* _Directions for this task_: The answer must be a single number: how many lines below contain "names".

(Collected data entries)
----------------------------------------
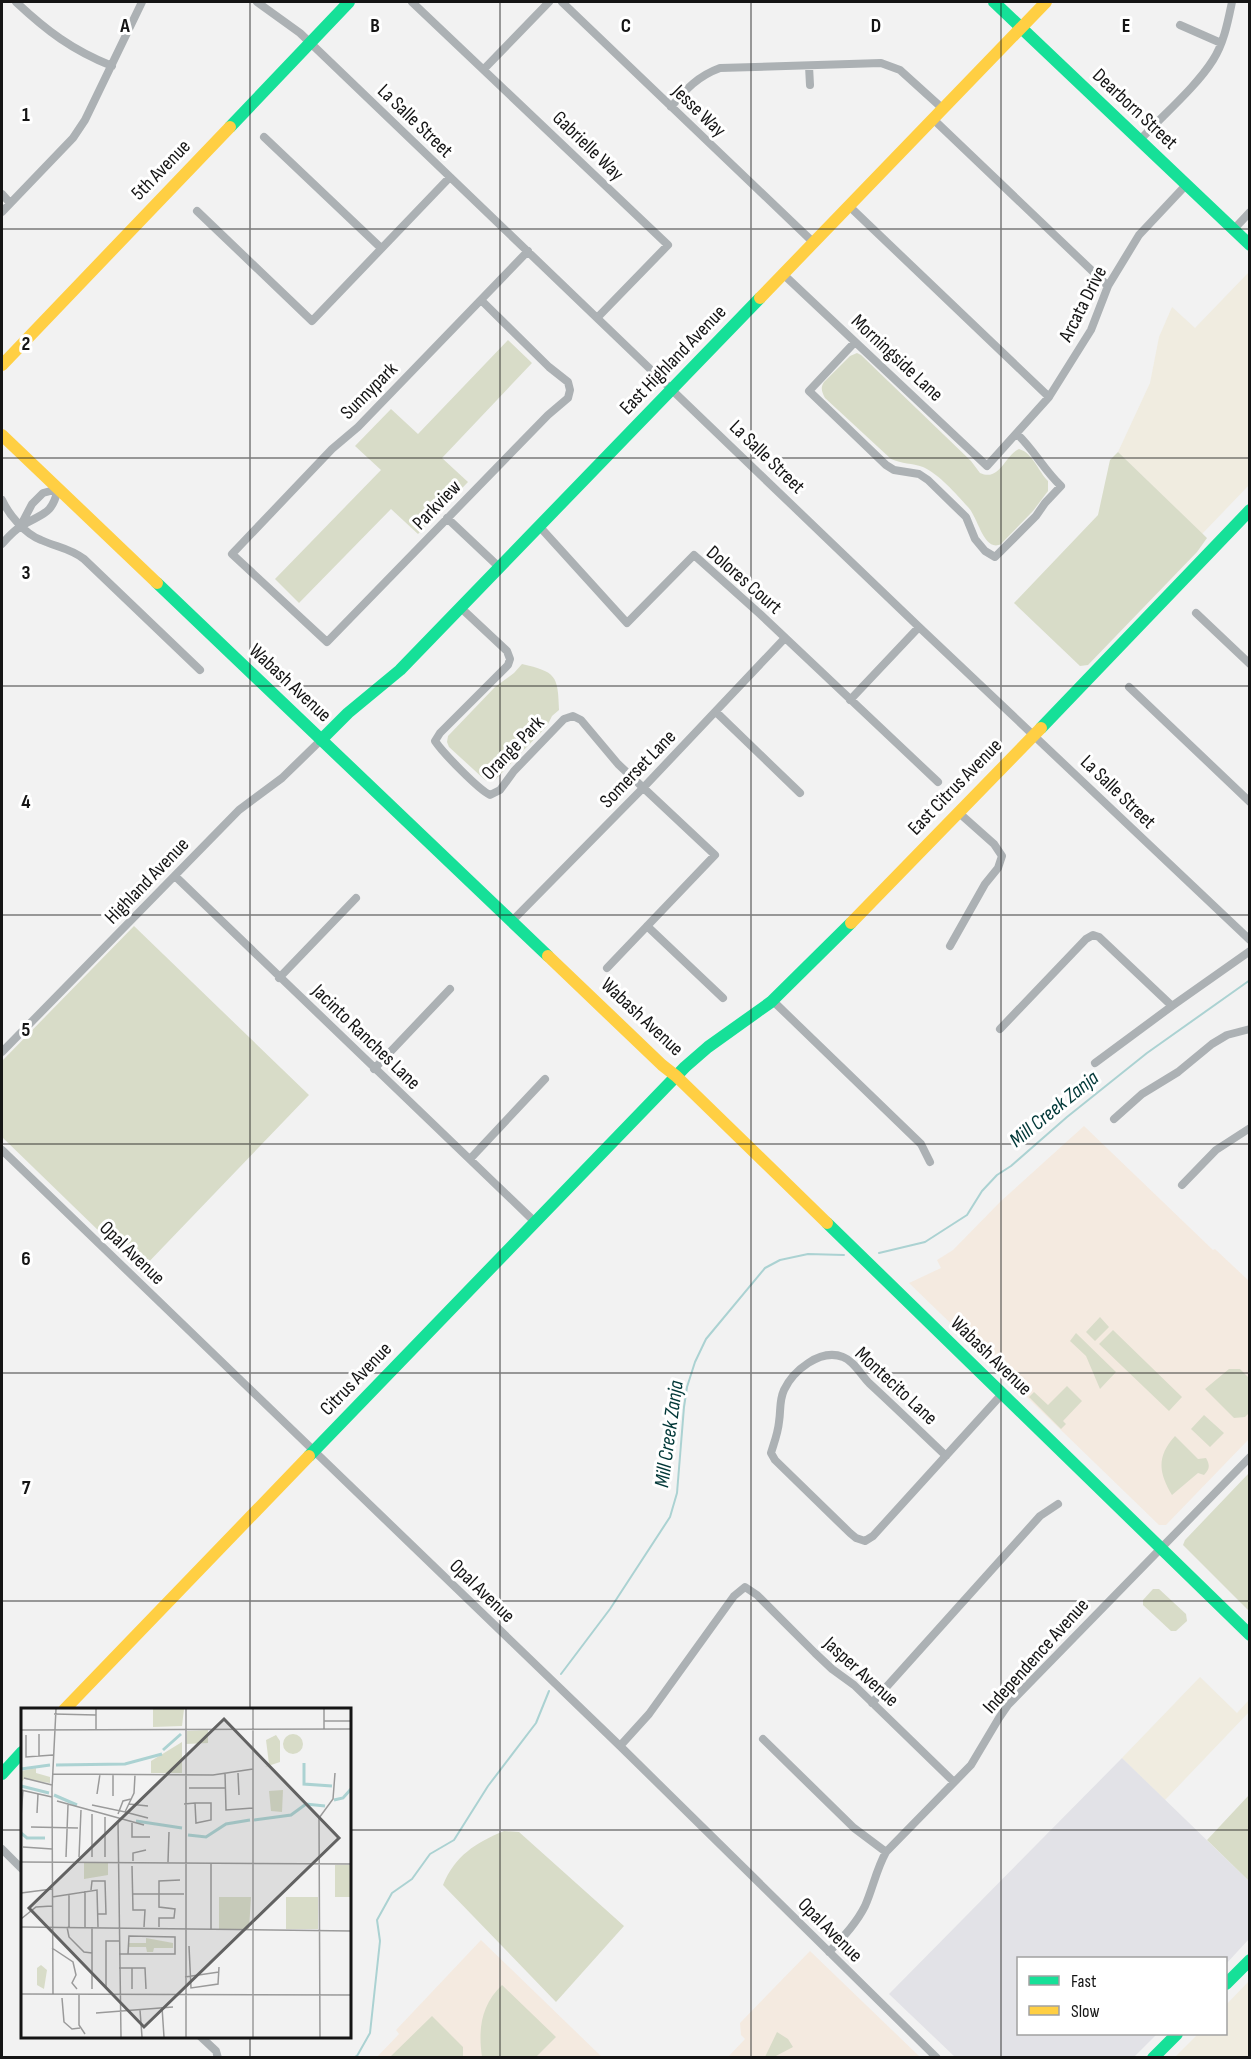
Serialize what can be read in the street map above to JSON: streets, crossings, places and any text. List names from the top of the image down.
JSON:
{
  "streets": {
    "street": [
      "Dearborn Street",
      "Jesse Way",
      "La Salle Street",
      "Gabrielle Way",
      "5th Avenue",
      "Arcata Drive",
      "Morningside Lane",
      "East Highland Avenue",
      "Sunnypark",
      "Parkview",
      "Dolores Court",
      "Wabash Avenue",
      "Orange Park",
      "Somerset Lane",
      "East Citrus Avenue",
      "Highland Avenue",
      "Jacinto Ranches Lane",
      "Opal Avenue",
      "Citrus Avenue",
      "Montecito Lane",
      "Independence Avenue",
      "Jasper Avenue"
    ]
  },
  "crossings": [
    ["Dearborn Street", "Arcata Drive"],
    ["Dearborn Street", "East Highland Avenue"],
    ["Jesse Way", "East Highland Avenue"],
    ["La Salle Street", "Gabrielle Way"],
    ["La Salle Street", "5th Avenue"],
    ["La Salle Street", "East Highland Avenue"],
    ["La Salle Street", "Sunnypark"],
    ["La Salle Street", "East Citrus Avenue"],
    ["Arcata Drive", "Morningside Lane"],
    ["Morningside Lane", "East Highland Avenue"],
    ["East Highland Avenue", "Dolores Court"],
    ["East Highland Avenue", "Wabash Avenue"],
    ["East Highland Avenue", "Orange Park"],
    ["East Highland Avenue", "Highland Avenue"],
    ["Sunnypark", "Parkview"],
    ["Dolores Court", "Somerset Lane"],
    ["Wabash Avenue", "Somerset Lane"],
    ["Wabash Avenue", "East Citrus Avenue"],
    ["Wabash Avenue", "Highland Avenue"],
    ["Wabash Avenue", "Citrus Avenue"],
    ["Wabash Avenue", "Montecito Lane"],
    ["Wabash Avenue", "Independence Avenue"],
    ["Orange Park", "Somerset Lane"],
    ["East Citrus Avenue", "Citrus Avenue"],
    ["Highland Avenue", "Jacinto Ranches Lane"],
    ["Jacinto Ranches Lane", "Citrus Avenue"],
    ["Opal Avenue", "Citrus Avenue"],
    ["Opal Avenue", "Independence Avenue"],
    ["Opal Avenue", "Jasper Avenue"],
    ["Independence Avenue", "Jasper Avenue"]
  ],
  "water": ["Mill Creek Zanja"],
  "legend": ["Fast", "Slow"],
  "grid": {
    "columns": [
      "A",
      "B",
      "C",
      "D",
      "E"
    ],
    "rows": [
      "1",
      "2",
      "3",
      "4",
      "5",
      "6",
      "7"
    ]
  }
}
----------------------------------------
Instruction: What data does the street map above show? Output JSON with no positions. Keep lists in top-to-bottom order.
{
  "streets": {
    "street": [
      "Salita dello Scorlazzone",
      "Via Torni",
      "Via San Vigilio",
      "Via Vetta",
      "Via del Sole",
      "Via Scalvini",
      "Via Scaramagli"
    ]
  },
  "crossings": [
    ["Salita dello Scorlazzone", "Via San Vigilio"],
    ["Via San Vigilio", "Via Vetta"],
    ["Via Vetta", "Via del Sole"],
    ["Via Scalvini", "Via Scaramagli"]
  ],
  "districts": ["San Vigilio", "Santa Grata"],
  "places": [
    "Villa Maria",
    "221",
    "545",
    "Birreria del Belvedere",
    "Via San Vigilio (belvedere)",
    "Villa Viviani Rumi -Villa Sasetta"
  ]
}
----------------------------------------
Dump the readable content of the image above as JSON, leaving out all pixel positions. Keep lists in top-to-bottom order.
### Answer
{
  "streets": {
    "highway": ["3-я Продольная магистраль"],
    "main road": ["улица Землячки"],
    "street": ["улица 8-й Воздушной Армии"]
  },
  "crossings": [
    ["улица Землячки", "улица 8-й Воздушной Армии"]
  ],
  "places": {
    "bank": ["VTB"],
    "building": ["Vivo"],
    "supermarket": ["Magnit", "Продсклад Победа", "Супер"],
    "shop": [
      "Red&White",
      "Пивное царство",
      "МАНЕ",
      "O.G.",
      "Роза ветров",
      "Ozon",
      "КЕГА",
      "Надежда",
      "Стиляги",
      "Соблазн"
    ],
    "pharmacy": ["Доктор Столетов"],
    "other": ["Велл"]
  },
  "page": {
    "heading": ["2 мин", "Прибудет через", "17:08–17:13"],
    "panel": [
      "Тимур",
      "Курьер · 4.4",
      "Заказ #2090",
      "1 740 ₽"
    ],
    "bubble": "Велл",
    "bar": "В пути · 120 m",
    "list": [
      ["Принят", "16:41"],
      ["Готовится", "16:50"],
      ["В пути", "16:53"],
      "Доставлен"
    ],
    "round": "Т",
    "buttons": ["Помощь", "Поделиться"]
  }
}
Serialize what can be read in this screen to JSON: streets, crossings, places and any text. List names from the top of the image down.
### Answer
----------------------------------------
* _Your response_: 2